La inconformidad y su verdadero origen

Víctor Zuluaga Gómez

Columnista

Frente a una crisis generalizada como la que estamos viviendo, se suelen escuchar propuestas para que los distintos gobiernos  se encarguen de implementar. En el caso de Colombia, hay exigencias que van desde la protección a líderes populares, no incremento de la edad de jubilación, no permitir salarios inferiores al mínimo, cumplimiento de los acuerdos  pactados con las Farc, hasta aquellos que exigen la renuncia del Presidente Duque. También la lucha contra la corrupción es otra exigencia ciudadana.

 

Es posible que muchas de las exigencias se cumplan, que se logren algunas reivindicaciones, pero una buena pregunta que nos podemos hacer es ¿ Por qué hemos llegado a estas situaciones, a estos enfrentamientos?. Hay, frente a ella, múltiples respuestas, muchas de ellas resultado de un analfabetismo  brutal como la de aquella joven que muestra por medio de un video, la necesidad de destruir  las estaciones de transmilenio en Bogotá  para que el Estado invierta en su reparación  muchos de los millones que se pierden por la corrupción de los gobernantes (¿).

 

Otras explicaciones hablan de que todo se debe a la implementación  de un modelo económico Neoliberal, y aquí pueden coincidir  quienes consideran que es urgente que el Estado ejerza cierto control  sobre la empresa privada y otros que luchan por la implementación del socialismo.

 

De todas maneras, la pregunta sobre la génesis de los conflictos, sigue vigente. ¿Por qué se sigue implementando un capitalismo salvaje  o un socialismo que ha demostrado hasta la saciedad  su inoperancia tal como lo experimentaron los chinos, los soviéticos, los cubanos, los venezolanos y los nicaragüenses?

 

Recordé entonces lo que ocurrió en Francia en 1789 cuando hubo el gran choque entre el gobierno monárquico  y despótico y los sectores representados por la burguesía, artesanos y campesinos. La consigna que triunfó fue la de “Libertad, igualdad y fraternidad”.

 

Entonces se abrió paso la consigna de “libertad” y surgió y se consolidó el libre mercado que se cristalizó en la famosa expresión francesa de “Laiseez Faire, laissez passer (dejar hacer, dejar pasar).
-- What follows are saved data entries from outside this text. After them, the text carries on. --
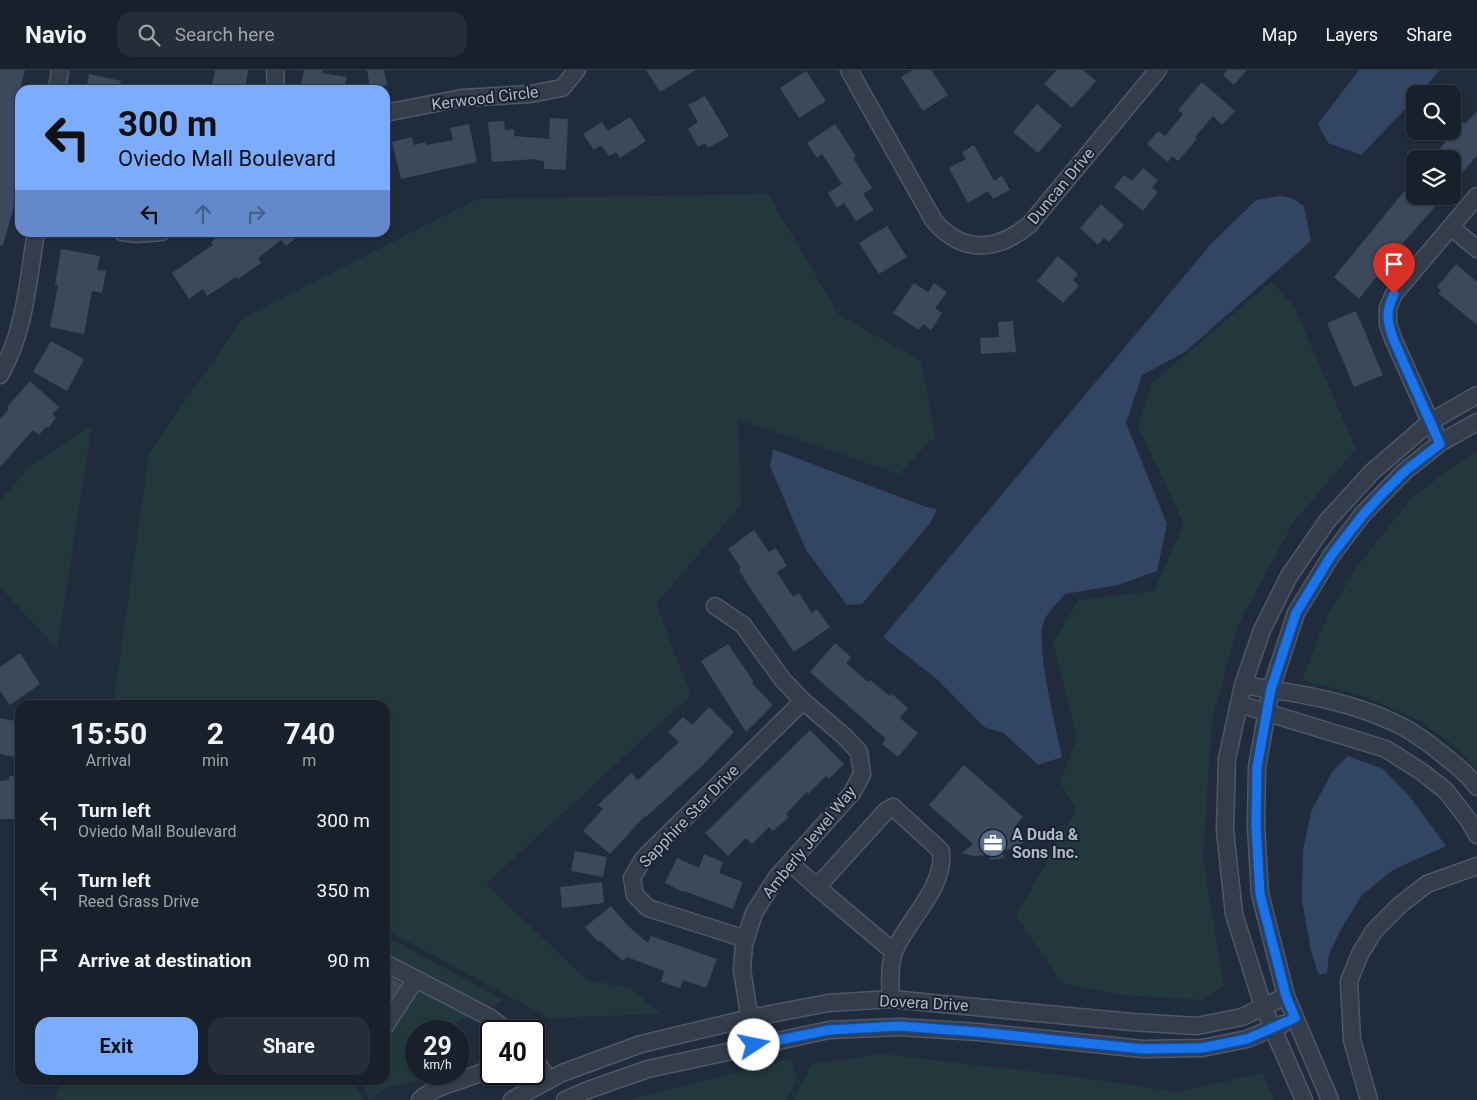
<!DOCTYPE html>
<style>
body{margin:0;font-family:Roboto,sans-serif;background:#252d38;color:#f1f3f6;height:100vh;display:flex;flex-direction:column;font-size:19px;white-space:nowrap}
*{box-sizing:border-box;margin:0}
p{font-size:16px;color:#9fa3a9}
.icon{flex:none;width:28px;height:28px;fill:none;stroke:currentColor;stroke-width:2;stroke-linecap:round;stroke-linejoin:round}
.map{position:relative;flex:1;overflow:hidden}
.side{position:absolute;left:15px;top:630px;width:375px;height:385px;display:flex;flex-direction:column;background:#18202c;border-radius:15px;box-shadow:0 1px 4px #0004,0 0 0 1px #363e48}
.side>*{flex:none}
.guide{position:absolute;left:15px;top:15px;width:375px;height:152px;border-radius:15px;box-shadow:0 1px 4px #0004,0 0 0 1px #363e48;background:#7cacff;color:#111;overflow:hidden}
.buttons{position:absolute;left:1406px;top:15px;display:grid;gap:10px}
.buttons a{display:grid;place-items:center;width:55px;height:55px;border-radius:10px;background:#18202c;box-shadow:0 1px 4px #0004,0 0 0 1px #363e48;font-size:25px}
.speed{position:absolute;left:405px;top:950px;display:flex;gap:10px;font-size:25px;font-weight:700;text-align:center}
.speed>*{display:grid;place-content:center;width:65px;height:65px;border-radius:50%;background:#18202c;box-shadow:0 1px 4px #0004,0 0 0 1px #363e48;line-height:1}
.speed small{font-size:12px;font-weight:400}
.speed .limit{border:2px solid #111;border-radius:8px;background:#fff;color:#111}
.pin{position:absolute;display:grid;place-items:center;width:42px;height:42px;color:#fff;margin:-51px -21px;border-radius:50% 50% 50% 0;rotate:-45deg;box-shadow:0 0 5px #0007}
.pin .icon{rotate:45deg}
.me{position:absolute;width:55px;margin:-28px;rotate:79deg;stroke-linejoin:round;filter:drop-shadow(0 0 4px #0008)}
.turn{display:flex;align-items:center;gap:18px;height:105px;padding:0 20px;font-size:22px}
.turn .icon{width:65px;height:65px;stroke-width:2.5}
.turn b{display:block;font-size:35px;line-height:42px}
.lanes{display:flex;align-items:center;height:48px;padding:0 20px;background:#0003;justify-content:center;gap:25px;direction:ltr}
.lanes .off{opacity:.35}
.eta{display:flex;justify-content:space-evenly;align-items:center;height:85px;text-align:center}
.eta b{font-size:30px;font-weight:700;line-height:35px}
.primary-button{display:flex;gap:10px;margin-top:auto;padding:10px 20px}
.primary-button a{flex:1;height:58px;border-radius:15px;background:#7cacff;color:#111;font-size:20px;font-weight:700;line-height:58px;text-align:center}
.primary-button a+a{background:#252d38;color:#f1f3f6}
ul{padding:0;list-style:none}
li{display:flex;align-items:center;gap:15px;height:70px;padding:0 20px}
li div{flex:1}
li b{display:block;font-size:19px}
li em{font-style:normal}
header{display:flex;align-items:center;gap:30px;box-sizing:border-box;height:70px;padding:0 25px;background:#18202c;border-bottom:1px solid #363e48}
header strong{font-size:24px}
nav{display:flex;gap:28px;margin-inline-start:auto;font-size:18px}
.search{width:350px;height:45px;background:#252d38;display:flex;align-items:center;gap:12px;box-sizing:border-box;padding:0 18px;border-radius:15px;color:#9fa3a9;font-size:19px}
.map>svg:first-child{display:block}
</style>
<header>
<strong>Navio</strong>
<div class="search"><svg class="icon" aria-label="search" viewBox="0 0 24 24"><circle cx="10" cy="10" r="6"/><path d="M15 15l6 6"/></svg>Search here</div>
<nav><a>Map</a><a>Layers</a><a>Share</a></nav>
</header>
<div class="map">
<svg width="1477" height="1030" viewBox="0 0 1477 1030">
<rect width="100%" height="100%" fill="#202b3b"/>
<g fill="#22383c">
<path d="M768 124 839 245 921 291 935 366 899 404 738 350 741 435 656 534 691 625 486 814 587 910 630 918 661 944 549 948 385 859V635H113L149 383 243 248 477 129Z"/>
<path d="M1272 211 1295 238 1356 379 1293 453 1238 555 1212 650 1203 787 1224 916 1201 930 1121 925 1061 913 1016 846 1076 740 1060 712 1077 668 1053 572 1079 530 1154 521 1184 454 1138 356 1152 313Z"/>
<path d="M92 355 57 579 0 517V431L30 396Z"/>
<path d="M1477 382V699L1458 679 1421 651 1360 625 1302 610 1328 544 1357 497 1410 430 1452 397Z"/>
<path d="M385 866 504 930 456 952 452 961H416V1004H431L430 1007 386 1018 369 1030 360 1010H385Z"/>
<path d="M882 984 1070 1006 1178 1022 1262 1003 1274 1030H793L812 994Z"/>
<path d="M792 988 797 1010 786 1030H628Z"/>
<path d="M60 1010H353L363 1030H56Z"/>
</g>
<g fill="#324664">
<path d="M1359 0H1440L1419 24H1415V29L1361 85 1328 73 1318 54Z"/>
<path d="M1281 126 1292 128 1304 136 1311 171 1185 282 1142 305 1126 353 1167 454 1157 501 1118 515 1065 524C1059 532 1048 541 1044 551 1034 572 1057 661 1062 687L1038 695 1004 663 984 657 938 610 883 567 1211 174 1256 130Z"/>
<path d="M773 379 926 437 937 439 931 452 862 534 847 535 806 480 770 396Z"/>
<path d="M1348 686 1383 699 1410 727 1446 776 1393 800 1362 825 1341 859 1329 884 1327 903 1319 905 1311 881 1302 830 1303 781 1311 742 1332 702Z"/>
</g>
<g fill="#3c495b">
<path d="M0 0H25L20 20V89L14 128 16 129 3 175H0Z"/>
<path d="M215 0H248L245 20H211Z"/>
<path d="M304 0H322V3L347 7 344 20H300Z"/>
<path d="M367 0H384L387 15 370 18Z"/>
<path d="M646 0H696L660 22Z"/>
<path d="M913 0H931L948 25 923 41 901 7Z"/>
<path d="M1057 0H1083L1096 11 1072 38 1044 14Z"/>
<path d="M1228 0H1247L1234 15 1223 5Z"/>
<path d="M806 1 826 31 799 48 780 18Z"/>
<path d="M89 4 121 11 119 20H86Z"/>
<path d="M1202 12 1235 41 1222 55 1213 46 1195 67 1197 69 1178 91 1172 86 1168 92 1147 74 1158 61 1165 66 1183 44 1178 40Z"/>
<path d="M705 26 729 66 708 78 705 73 698 77 688 59 698 52 688 35Z"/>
<path d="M1037 34 1062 56 1038 83 1013 62Z"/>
<path d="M1477 41V86L1452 114V89H1431L1462 52 1465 54Z"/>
<path d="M630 47 646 71 620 88 616 82 609 86 601 75 594 80 583 64 602 52 608 61Z"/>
<path d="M550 48 568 49 566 100 544 99V91L536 90V89L492 92 488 52 504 51 505 60 514 59V66L549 69Z"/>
<path d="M469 54 477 92 401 109 392 72 412 67 414 75 425 72 426 75 453 70 450 58Z"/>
<path d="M835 54 856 86 853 88 872 118 863 124 874 140 856 151 844 133 837 138 828 123 842 114 822 84 817 88 807 73Z"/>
<path d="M974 75 994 111 1002 106 1010 120 993 129 988 121 968 133 949 98 966 89 962 82Z"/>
<path d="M1143 98 1158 110 1152 118 1158 122 1143 141 1114 117 1124 105 1132 111Z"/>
<path d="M1415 108V126H1434L1440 131 1403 173 1359 229 1334 207Z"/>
<path d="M1101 134 1124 155 1109 172 1104 168 1098 175 1080 158Z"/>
<path d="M887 156 907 187 879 204 859 173Z"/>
<path d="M223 162H303L286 176 281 170 258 188 261 193 238 209 236 207 207 226 203 219 189 229 172 203 213 175 211 172Z"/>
<path d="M61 179 100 186 97 200 106 201 102 223 92 221 84 264 50 257 58 215H55Z"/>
<path d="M1058 186 1078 204 1073 210 1079 216 1063 233 1037 211Z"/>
<path d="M1456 194 1477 212V255L1438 223 1441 220 1437 217Z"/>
<path d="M914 213 928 222 934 213 947 222 935 238 942 243 931 260 923 254 919 260 893 243Z"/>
<path d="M1356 241 1383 305 1354 317 1327 253Z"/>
<path d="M1013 251 1016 282 981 284 980 268 999 267 998 252Z"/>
<path d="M51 271 84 289 67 321 33 302Z"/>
<path d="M30 311 59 337 52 344 56 348 48 358 46 357 39 365 33 360 0 397V349L9 339 7 337Z"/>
<path d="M754 460 769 482 776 478 787 496 777 502 793 527 799 523 812 543 817 539 830 557 794 582 750 518 739 500 741 498 728 479Z"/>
<path d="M835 573 851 587 846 593 868 612 870 610 890 626 892 624 908 638 900 648 918 663 898 687 882 674 886 669 810 602Z"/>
<path d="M728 574 754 612 752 613 773 635 746 662 701 591Z"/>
<path d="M20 583 40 614 10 635 0 621V597Z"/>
<path d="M709 637 734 662 703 695 646 747 645 746 610 784 583 761 603 739 598 735 631 703 638 710 679 672 668 662 683 647 692 655Z"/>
<path d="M0 648 20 652V688L0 684Z"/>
<path d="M810 660 844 694 829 709 826 706 808 724 807 722 786 744 789 747 773 761 769 757 752 774 746 768 728 786 705 763Z"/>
<path d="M964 695 1023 747 1016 755 1015 768 1025 772 1003 782 1004 788 990 790 989 785 973 786 962 783 973 774 929 735Z"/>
<path d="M9 706H20V749H0V711L9 710Z"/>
<path d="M575 781 607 787 603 807 571 801Z"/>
<path d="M704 784 723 792 719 803 743 812 733 839 684 821 683 822 665 813 677 788 699 798Z"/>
<path d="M602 812 604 833 562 838 560 817Z"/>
<path d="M611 836 628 856 648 873 651 866 717 889 706 918 683 910 680 918 661 912 664 901 627 887 623 891 600 871 598 872 585 857Z"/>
<path d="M385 904 401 914 385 938Z"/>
</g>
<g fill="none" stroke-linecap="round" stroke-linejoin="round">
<defs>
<g id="minor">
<path d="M275 0 276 20"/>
<path d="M849 0 934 151C963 184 996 182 1029 155L1158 0"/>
<path d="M57 20 60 0"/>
<path d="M385 43 462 28 530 24 562 18 577 0"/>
<path d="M1451 157 1477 179"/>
<path d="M122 162 137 164 161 162"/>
<path d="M0 305C25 262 28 211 36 162"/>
<path d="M1435 362 1394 271 1388 254V238L1394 224 1477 126"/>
<path d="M715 536 743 555 783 610 803 631 844 666 859 682 862 704 852 723 777 807 754 843 744 874 742 900 754 975"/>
<path d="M1243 615C1295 623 1352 631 1399 655 1416 663 1432 676 1447 688 1458 697 1469 705 1477 717"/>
<path d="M1239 634 1386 679 1422 702 1446 721 1467 748 1477 765"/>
<path d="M790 793 817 817 886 741 893 737 941 781C946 817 907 850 894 882 889 896 890 914 891 929"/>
<path d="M817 817 894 882"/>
<path d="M746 869 648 838 635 825 632 808 643 789 803 631"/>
<path d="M385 893 489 947 508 961"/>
<path d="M385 956 415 910"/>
<path d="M534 988 549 1010"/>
<path d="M420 1030C440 1011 469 1012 491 997"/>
<path d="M512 1030 562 1003 641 974 750 948 828 933 891 929 1132 952 1197 956 1242 947 1286 926"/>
<path d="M565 1030 588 1020 648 999 829 960 899 957 978 962 1143 979 1202 978 1247 969 1283 954"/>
<path d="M1304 1030 1263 936 1234 844 1225 760 1227 689 1243 615 1262 560 1289 506 1328 450 1372 402 1430 352 1477 325"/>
<path d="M1330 1030 1286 926 1260 824 1256 756 1257 697 1271 619 1296 543 1331 486 1362 445 1405 401 1440 373 1477 352"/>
<path d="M1369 1030 1352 970 1349 911 1360 884 1374 861 1401 834 1427 814 1477 796"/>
</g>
</defs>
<use href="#minor" stroke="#4f5866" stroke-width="19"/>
<use href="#minor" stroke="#343d4b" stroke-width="16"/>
</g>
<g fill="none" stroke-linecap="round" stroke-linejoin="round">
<defs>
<path id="route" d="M754 975 829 960 899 956 978 962 1143 979 1202 978 1247 969 1295 948 1286 926 1260 824 1256 756 1257 697 1271 619 1296 543 1331 486 1362 446 1383 423 1405 401 1440 374 1394 271C1387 251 1385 243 1394 224"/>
</defs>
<use href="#route" stroke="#114b97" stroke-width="12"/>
<use href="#route" stroke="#1a73e8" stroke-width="9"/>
</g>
<defs>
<symbol id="office-disc" viewBox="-11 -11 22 22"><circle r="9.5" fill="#5c6f8a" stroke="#192230"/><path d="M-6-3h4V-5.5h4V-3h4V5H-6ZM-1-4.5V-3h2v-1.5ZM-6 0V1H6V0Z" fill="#fff"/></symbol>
</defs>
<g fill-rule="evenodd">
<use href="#office-disc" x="977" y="757" width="32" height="32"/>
</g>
<g text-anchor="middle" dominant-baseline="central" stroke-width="4" stroke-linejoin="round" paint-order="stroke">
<g font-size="16" fill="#afb8c7" stroke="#192230">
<text transform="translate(485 28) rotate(-7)">Kerwood Circle</text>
<text transform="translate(1061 116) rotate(-50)">Duncan Drive</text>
<text transform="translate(689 746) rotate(-46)">Sapphire Star Drive</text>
<text transform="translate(809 772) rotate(-51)">Amberly Jewel Way</text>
<text transform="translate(924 933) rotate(3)">Dovera Drive</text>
</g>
<g font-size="16" font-weight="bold" fill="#afb8c7" stroke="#192230" text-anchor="start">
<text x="1012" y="764">A Duda &amp;<tspan x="1012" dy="18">Sons Inc.</tspan></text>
</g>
</g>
</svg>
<div class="buttons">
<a><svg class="icon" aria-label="search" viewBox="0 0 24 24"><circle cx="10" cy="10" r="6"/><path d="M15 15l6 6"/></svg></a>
<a><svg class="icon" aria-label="layers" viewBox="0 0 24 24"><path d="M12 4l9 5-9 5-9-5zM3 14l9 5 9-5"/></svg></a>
</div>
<div class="speed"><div>29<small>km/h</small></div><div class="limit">40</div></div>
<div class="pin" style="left:1394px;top:224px;background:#d93025"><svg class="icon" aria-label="arrive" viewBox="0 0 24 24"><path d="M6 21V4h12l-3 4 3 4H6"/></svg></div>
<svg class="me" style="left:754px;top:975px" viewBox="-20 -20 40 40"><circle r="19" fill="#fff"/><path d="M0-13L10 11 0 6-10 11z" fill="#1a73e8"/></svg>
<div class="guide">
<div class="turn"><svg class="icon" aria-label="left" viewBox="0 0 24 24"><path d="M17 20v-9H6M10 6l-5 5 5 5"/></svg><div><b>300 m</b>Oviedo Mall Boulevard</div></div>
<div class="lanes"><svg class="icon" aria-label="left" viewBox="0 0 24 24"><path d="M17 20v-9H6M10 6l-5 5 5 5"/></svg><svg class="icon off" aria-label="ahead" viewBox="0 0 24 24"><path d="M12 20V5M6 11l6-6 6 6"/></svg><svg class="icon off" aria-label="right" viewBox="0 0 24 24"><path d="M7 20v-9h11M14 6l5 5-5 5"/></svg></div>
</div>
<section class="side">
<div class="eta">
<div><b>15:50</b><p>Arrival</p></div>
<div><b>2</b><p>min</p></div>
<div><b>740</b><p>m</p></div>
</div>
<ul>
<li><svg class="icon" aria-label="left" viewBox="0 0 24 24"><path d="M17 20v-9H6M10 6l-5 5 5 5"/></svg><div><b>Turn left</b><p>Oviedo Mall Boulevard</p></div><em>300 m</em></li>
<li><svg class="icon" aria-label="left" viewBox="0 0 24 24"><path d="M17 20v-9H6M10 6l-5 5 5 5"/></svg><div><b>Turn left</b><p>Reed Grass Drive</p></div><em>350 m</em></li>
<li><svg class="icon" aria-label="arrive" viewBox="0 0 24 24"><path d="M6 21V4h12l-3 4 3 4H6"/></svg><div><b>Arrive at destination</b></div><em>90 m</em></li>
</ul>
<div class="primary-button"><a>Exit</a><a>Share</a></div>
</section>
</div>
Pero recordemos que en 1917, con la Revolución rusa, comenzó a hacerse realidad la consigna de “igualdad”, con la implementación del socialismo en la Unión Soviética.

Nos podemos preguntar si uno y otro modelo ha permitido consolidar un bienestar general en los Estados en donde se han implementado y tendremos que responder que no. ¿Por qué? En la próxima columna lo plantearé.